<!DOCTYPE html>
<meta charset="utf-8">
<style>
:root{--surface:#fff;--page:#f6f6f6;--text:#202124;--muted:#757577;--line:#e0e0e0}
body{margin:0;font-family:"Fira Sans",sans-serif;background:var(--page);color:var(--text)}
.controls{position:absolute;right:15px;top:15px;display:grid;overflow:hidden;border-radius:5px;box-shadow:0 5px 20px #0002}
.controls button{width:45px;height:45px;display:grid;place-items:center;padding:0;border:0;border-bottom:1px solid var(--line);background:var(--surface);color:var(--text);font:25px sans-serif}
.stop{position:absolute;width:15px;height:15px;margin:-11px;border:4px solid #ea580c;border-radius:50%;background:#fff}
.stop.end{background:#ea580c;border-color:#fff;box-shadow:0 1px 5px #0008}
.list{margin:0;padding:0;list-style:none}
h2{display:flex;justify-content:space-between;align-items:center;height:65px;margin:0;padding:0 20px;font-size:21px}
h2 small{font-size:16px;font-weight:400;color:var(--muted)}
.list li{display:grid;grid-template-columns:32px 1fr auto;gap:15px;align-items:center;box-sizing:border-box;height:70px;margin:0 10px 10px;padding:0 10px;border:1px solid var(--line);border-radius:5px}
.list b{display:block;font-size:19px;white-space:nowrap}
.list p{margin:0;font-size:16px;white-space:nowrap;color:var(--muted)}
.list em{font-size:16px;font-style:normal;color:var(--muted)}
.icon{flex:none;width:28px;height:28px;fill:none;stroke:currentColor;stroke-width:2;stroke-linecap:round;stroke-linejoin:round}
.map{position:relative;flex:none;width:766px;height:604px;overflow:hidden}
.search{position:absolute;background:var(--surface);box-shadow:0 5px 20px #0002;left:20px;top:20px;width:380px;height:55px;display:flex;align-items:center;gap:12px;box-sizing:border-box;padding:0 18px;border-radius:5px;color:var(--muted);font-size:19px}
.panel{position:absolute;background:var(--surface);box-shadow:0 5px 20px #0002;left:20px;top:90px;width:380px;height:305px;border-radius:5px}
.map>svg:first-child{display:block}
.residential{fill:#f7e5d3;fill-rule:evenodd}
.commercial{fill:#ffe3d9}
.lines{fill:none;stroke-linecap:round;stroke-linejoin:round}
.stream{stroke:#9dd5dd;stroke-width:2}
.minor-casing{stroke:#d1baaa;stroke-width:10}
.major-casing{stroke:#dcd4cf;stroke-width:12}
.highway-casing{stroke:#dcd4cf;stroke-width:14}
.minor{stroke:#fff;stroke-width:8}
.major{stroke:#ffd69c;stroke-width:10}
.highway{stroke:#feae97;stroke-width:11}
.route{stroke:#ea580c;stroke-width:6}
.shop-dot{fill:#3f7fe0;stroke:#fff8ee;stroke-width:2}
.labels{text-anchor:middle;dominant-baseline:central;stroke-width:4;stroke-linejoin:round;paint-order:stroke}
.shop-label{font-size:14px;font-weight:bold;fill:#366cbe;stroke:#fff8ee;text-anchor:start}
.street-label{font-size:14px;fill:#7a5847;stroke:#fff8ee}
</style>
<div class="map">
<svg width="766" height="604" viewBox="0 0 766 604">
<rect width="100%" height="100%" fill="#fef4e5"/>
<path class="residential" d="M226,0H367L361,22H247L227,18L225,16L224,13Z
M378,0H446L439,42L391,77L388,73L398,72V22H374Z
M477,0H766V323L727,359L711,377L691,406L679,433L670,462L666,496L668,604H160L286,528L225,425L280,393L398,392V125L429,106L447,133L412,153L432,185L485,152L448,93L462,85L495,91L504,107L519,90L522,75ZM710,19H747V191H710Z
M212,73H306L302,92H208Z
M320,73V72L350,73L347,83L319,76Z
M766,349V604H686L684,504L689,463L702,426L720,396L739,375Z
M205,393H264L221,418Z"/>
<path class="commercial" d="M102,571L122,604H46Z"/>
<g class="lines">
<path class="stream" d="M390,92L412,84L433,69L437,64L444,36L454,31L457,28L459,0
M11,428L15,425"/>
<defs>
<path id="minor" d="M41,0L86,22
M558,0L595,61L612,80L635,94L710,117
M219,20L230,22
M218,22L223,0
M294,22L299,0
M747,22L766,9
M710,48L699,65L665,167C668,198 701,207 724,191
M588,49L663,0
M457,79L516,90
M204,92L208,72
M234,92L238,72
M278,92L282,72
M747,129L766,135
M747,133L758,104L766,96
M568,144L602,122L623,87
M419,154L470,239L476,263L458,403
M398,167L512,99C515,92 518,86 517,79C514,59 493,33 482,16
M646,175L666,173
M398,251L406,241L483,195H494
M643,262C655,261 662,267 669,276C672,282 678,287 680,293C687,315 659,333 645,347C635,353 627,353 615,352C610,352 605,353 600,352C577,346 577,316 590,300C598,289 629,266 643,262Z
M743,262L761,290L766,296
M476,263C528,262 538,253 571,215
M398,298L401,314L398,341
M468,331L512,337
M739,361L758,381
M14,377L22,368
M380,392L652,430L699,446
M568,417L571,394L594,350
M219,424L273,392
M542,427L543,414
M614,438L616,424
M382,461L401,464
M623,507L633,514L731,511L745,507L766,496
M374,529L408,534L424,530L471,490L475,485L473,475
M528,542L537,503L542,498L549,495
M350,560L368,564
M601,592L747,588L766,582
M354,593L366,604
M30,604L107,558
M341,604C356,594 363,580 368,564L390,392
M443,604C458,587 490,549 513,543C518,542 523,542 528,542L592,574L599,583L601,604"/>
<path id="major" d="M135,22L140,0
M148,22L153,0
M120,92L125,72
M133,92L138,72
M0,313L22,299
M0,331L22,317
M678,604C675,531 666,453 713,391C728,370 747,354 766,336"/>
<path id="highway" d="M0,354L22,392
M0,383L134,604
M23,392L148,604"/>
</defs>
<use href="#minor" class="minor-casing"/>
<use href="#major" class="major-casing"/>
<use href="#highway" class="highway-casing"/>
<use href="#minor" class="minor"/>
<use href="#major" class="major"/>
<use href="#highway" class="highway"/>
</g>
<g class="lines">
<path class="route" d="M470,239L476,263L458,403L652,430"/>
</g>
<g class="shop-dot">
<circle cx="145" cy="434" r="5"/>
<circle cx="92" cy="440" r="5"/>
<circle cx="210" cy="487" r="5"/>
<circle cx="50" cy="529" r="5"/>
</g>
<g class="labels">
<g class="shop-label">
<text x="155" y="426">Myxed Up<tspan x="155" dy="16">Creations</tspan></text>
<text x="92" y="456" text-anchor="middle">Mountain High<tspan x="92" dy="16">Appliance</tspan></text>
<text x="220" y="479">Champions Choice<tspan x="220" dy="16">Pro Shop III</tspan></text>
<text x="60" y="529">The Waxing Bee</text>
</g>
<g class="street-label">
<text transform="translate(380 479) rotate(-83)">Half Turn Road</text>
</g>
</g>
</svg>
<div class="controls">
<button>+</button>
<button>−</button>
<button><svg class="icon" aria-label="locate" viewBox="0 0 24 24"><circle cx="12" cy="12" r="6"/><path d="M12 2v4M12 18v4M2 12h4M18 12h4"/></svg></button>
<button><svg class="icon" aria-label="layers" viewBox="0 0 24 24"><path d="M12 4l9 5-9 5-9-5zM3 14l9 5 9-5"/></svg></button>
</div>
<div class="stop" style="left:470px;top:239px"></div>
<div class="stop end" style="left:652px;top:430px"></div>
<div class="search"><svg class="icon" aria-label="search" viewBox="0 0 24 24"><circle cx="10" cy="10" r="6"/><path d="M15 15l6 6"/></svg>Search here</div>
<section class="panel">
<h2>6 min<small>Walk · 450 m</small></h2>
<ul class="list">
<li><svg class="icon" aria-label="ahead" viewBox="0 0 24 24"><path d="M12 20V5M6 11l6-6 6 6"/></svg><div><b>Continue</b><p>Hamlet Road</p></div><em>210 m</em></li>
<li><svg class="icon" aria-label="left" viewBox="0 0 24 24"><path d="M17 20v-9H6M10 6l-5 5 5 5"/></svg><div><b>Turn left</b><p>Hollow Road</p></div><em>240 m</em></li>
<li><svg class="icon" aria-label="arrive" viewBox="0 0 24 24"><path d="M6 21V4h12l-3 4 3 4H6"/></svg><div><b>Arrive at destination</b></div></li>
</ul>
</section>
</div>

▶ WHAT THE EXERCISE ASKS
Within the material above, find the lines that contain the word "none"; copy them.

▶ ANSWER BOX
.list{margin:0;padding:0;list-style:none}
.icon{flex:none;width:28px;height:28px;fill:none;stroke:currentColor;stroke-width:2;stroke-linecap:round;stroke-linejoin:round}
.map{position:relative;flex:none;width:766px;height:604px;overflow:hidden}
.lines{fill:none;stroke-linecap:round;stroke-linejoin:round}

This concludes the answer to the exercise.